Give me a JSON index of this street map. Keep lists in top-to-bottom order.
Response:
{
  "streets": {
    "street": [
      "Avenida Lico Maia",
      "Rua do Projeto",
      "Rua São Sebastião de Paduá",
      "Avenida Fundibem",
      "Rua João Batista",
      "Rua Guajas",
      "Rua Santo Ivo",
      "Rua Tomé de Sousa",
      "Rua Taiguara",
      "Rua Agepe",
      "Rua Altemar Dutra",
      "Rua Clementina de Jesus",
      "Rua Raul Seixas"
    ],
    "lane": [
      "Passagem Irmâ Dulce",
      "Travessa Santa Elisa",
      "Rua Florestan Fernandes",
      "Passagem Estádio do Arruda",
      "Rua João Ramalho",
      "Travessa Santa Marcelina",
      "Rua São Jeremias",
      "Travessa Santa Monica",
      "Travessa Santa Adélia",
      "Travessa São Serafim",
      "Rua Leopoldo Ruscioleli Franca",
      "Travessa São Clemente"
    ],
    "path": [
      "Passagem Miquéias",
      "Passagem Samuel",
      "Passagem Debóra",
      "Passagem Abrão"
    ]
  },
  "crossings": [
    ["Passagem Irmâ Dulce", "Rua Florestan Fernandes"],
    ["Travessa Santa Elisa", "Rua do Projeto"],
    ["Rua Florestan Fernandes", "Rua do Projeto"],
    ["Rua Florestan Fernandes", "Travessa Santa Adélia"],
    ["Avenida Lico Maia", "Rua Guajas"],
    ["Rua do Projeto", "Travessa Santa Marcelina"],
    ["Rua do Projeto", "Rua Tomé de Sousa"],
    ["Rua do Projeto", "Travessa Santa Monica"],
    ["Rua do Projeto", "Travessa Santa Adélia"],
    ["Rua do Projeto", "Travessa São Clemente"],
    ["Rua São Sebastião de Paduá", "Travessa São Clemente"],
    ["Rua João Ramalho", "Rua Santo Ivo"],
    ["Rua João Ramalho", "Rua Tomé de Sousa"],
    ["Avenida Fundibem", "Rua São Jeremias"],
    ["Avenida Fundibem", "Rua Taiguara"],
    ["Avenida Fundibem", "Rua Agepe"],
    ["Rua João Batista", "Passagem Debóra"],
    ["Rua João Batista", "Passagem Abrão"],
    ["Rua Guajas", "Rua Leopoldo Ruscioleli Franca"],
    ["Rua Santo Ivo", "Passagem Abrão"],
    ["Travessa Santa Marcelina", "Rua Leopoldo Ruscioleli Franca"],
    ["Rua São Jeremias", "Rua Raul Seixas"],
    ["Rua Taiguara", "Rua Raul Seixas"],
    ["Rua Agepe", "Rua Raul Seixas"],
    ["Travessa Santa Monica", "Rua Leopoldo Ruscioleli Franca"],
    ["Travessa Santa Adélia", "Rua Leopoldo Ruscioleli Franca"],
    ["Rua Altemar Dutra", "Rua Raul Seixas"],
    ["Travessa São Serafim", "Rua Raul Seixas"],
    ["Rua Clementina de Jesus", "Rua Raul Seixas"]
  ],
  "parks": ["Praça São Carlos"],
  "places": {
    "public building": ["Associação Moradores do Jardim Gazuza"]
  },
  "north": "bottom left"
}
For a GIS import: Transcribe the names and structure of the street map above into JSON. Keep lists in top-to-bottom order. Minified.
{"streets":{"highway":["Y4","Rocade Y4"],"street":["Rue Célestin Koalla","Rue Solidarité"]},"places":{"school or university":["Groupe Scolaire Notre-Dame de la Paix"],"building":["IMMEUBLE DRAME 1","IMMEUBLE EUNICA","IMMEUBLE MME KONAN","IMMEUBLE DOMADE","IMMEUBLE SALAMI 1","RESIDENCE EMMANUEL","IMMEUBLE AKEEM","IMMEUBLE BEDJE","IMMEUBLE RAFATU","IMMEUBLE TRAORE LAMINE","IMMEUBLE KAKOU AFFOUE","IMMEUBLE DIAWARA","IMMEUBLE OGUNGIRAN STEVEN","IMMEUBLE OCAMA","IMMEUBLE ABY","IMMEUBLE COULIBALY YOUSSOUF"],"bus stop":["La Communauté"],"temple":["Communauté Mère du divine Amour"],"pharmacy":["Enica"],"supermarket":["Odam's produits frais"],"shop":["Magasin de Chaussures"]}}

- - - - - - -

## What needs to be done
Everything in the data should be copied exactly. Leave nothing out.

## Answer section
Give me a JSON index of this street map. Keep lists in top-to-bottom order.
Response:
{
  "streets": {
    "street": [
      "Avenida Lico Maia",
      "Rua do Projeto",
      "Rua São Sebastião de Paduá",
      "Avenida Fundibem",
      "Rua João Batista",
      "Rua Guajas",
      "Rua Santo Ivo",
      "Rua Tomé de Sousa",
      "Rua Taiguara",
      "Rua Agepe",
      "Rua Altemar Dutra",
      "Rua Clementina de Jesus",
      "Rua Raul Seixas"
    ],
    "lane": [
      "Passagem Irmâ Dulce",
      "Travessa Santa Elisa",
      "Rua Florestan Fernandes",
      "Passagem Estádio do Arruda",
      "Rua João Ramalho",
      "Travessa Santa Marcelina",
      "Rua São Jeremias",
      "Travessa Santa Monica",
      "Travessa Santa Adélia",
      "Travessa São Serafim",
      "Rua Leopoldo Ruscioleli Franca",
      "Travessa São Clemente"
    ],
    "path": [
      "Passagem Miquéias",
      "Passagem Samuel",
      "Passagem Debóra",
      "Passagem Abrão"
    ]
  },
  "crossings": [
    ["Passagem Irmâ Dulce", "Rua Florestan Fernandes"],
    ["Travessa Santa Elisa", "Rua do Projeto"],
    ["Rua Florestan Fernandes", "Rua do Projeto"],
    ["Rua Florestan Fernandes", "Travessa Santa Adélia"],
    ["Avenida Lico Maia", "Rua Guajas"],
    ["Rua do Projeto", "Travessa Santa Marcelina"],
    ["Rua do Projeto", "Rua Tomé de Sousa"],
    ["Rua do Projeto", "Travessa Santa Monica"],
    ["Rua do Projeto", "Travessa Santa Adélia"],
    ["Rua do Projeto", "Travessa São Clemente"],
    ["Rua São Sebastião de Paduá", "Travessa São Clemente"],
    ["Rua João Ramalho", "Rua Santo Ivo"],
    ["Rua João Ramalho", "Rua Tomé de Sousa"],
    ["Avenida Fundibem", "Rua São Jeremias"],
    ["Avenida Fundibem", "Rua Taiguara"],
    ["Avenida Fundibem", "Rua Agepe"],
    ["Rua João Batista", "Passagem Debóra"],
    ["Rua João Batista", "Passagem Abrão"],
    ["Rua Guajas", "Rua Leopoldo Ruscioleli Franca"],
    ["Rua Santo Ivo", "Passagem Abrão"],
    ["Travessa Santa Marcelina", "Rua Leopoldo Ruscioleli Franca"],
    ["Rua São Jeremias", "Rua Raul Seixas"],
    ["Rua Taiguara", "Rua Raul Seixas"],
    ["Rua Agepe", "Rua Raul Seixas"],
    ["Travessa Santa Monica", "Rua Leopoldo Ruscioleli Franca"],
    ["Travessa Santa Adélia", "Rua Leopoldo Ruscioleli Franca"],
    ["Rua Altemar Dutra", "Rua Raul Seixas"],
    ["Travessa São Serafim", "Rua Raul Seixas"],
    ["Rua Clementina de Jesus", "Rua Raul Seixas"]
  ],
  "parks": ["Praça São Carlos"],
  "places": {
    "public building": ["Associação Moradores do Jardim Gazuza"]
  },
  "north": "bottom left"
}
For a GIS import: Transcribe the names and structure of the street map above into JSON. Keep lists in top-to-bottom order. Minified.
{"streets":{"highway":["Y4","Rocade Y4"],"street":["Rue Célestin Koalla","Rue Solidarité"]},"places":{"school or university":["Groupe Scolaire Notre-Dame de la Paix"],"building":["IMMEUBLE DRAME 1","IMMEUBLE EUNICA","IMMEUBLE MME KONAN","IMMEUBLE DOMADE","IMMEUBLE SALAMI 1","RESIDENCE EMMANUEL","IMMEUBLE AKEEM","IMMEUBLE BEDJE","IMMEUBLE RAFATU","IMMEUBLE TRAORE LAMINE","IMMEUBLE KAKOU AFFOUE","IMMEUBLE DIAWARA","IMMEUBLE OGUNGIRAN STEVEN","IMMEUBLE OCAMA","IMMEUBLE ABY","IMMEUBLE COULIBALY YOUSSOUF"],"bus stop":["La Communauté"],"temple":["Communauté Mère du divine Amour"],"pharmacy":["Enica"],"supermarket":["Odam's produits frais"],"shop":["Magasin de Chaussures"]}}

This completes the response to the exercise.